For nearly a half hour Dexter labored over the stricken man under the ghastly flicker of a pitch torch, stuck in a crack of the cave wall. Devreaux regained consciousness, and fainted, and revived again; but never once during those dreadful moments did he move or flinch, and not one cry was wrung from his ashen, stern-set lips. Dexter was cool and self-contained when he began his work; when he finally finished his features were contracted in drawn and haggard lines, his forehead was dank and wet, and every nerve was aquiver. But he stood up with a red bullet clutched in his fingers, persuaded that Devreaux at least had a fighting chance for life.

The wounded man mercifully had fallen into a stupor at the last. Dexter looked questioningly for a moment at the twisted, pain-racked body on the rock floor; then he unstrapped a blanket roll and laid a covering over the unconscious figure. The colonel's discarded jacket was lying near by, and he picked it up as an afterthought to spread over the blanket. By accident he held the garment upside down, and a bundle of loose papers fell from one of the pockets and scattered over the ground.

As soon as he had placed the tunic over the sleeping man's shoulders, he stooped to gather up the papers. They were official reports, he noticed, with a few stray newspaper cuttings among them. He was shuffling the bundle together, when his attention was caught by a half tone newspaper photograph that accompanied the printed matter of one of the clippings.

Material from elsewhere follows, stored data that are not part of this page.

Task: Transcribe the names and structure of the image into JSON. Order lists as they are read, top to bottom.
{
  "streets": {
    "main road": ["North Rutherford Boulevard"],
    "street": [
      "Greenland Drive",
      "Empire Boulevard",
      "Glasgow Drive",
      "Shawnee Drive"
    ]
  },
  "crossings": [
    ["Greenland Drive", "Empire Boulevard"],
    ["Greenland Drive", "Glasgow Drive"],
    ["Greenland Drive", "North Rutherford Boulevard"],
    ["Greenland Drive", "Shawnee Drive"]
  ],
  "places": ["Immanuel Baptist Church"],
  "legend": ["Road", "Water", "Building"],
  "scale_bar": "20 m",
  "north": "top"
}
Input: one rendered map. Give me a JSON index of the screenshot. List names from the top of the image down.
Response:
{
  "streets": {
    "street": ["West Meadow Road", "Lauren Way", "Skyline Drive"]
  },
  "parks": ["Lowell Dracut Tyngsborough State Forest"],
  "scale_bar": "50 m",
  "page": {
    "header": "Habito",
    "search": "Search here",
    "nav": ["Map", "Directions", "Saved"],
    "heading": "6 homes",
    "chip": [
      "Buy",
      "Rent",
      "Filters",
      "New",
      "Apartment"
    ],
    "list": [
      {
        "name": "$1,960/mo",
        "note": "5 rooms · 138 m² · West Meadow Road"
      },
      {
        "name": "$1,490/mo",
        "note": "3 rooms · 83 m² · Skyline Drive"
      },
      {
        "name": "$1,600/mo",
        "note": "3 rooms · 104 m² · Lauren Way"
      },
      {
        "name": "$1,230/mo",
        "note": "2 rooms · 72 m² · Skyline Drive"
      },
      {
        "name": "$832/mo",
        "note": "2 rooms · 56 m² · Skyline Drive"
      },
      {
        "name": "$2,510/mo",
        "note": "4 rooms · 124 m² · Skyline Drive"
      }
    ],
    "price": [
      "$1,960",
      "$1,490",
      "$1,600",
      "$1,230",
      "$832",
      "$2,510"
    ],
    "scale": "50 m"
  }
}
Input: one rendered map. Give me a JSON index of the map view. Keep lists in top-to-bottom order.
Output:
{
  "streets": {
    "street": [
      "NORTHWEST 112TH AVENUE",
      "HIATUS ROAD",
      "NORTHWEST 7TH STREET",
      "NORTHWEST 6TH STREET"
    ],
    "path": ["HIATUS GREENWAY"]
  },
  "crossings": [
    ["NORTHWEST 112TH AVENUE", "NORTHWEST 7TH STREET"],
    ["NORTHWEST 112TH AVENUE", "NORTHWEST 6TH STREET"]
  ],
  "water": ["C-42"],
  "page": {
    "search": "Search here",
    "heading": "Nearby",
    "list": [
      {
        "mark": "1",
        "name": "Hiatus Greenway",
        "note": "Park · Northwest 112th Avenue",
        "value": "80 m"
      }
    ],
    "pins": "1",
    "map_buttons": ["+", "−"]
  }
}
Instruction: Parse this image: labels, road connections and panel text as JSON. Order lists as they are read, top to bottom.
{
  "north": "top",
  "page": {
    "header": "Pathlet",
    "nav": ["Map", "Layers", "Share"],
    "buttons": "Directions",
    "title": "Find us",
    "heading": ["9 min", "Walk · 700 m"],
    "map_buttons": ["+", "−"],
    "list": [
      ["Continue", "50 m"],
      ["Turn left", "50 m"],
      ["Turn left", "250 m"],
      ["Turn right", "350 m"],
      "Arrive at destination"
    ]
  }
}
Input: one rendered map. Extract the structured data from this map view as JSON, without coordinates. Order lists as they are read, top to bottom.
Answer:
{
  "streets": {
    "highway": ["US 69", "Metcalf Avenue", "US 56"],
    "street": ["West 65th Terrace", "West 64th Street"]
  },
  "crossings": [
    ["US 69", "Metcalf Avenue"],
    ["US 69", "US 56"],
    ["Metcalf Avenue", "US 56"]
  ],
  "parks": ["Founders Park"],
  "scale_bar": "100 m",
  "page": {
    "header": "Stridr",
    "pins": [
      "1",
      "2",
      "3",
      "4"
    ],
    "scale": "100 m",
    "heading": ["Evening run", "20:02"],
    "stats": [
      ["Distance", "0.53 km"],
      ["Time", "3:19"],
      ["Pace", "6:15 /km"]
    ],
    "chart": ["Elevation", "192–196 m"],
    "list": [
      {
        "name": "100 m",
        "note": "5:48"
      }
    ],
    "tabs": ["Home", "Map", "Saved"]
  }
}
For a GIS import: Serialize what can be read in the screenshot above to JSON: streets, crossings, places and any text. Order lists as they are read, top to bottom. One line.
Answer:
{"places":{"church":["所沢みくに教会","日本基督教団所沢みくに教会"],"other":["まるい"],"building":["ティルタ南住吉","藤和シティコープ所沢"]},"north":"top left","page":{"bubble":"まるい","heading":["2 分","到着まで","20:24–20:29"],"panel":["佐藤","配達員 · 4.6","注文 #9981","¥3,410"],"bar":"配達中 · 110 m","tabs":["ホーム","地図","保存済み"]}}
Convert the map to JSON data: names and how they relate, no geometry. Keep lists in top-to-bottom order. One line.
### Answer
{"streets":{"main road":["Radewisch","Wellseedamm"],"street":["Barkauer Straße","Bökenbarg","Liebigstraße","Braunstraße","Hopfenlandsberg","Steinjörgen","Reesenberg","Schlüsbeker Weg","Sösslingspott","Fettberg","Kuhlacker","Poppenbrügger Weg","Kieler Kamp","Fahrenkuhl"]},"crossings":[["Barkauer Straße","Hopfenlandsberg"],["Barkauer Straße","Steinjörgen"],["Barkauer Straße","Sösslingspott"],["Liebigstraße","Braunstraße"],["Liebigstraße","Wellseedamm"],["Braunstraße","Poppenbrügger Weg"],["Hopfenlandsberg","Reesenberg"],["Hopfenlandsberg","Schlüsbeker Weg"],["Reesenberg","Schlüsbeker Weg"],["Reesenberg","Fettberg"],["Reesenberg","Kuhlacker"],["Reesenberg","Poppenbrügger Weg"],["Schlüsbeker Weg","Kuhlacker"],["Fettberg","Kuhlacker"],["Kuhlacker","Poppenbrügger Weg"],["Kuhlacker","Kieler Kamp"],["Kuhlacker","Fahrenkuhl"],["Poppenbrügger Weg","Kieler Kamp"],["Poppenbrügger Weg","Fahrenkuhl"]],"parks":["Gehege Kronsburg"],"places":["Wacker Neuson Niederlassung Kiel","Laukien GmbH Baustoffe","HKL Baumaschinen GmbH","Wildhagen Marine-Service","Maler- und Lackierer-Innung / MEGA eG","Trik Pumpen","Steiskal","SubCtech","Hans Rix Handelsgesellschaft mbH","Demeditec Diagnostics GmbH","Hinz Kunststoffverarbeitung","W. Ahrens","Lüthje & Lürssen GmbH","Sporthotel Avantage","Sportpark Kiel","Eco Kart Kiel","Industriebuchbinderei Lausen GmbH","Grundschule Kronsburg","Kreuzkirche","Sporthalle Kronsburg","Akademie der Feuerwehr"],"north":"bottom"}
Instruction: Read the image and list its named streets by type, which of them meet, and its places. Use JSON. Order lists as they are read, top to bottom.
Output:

The photograph was of a boy, a pleasant-faced, dreamy-eyed youth of eighteen or nineteen years; and as the corporal examined the likeness under the flaring torch, his lips puckered suddenly in a soundless whistle of astonishment. There was no mistaking the features: it was the face of the boy he had left that morning in the lonely cabin on the farther side of the valley. As he stared at the print the headlines that went with the photograph seemed to leap forward to meet his startled gaze. Inked across the top of the clipping in remorseless black type, the caption read:

BROTHER AND SISTER
WANTED FOR MURDER
OF WEALTHY UNCLE

With brows bent in almost painful concentration Dexter perused the appended account, and as he read his lips pressed hard against his teeth and a look of sadness crept into his somber eyes. The story told of a rich retired merchant of Detroit, Michigan, Oscar Preston, who adopted and brought up a nephew and niece as his own children. In a recent slight illness the uncle had unaccountably died, and on investigation it was discovered that a slow poison had been administered in the medicines he had taken. The physician in attendance had filed charges of a capital crime against the nephew, claiming to have proof that the young man had deliberately killed his uncle for the sake of the inheritance. But when the police showed up with a warrant of arrest, the nephew had vanished, and his pretty twenty-year-old sister apparently had fled with him. The boy's name was Archibald Smith Preston; the girl's, Anne Alison Rayne Preston.

Dexter sighed deeply as he finished reading the story. For a space he stood motionless, his brow darkened in brooding thought, his listless fingers folding and refolding the edge of the clipped newspaper. Alison! He need wonder no longer over the incongruous circumstances of fate that had forced this attractive, delicately nurtured girl to rove as a forest vagabond in the terrible northland. The boy in the cabin yonder, who denied knowing her, was her brother. And like "Pink" Crill, they were hunted fugitives, wanted by the law for a capital offense.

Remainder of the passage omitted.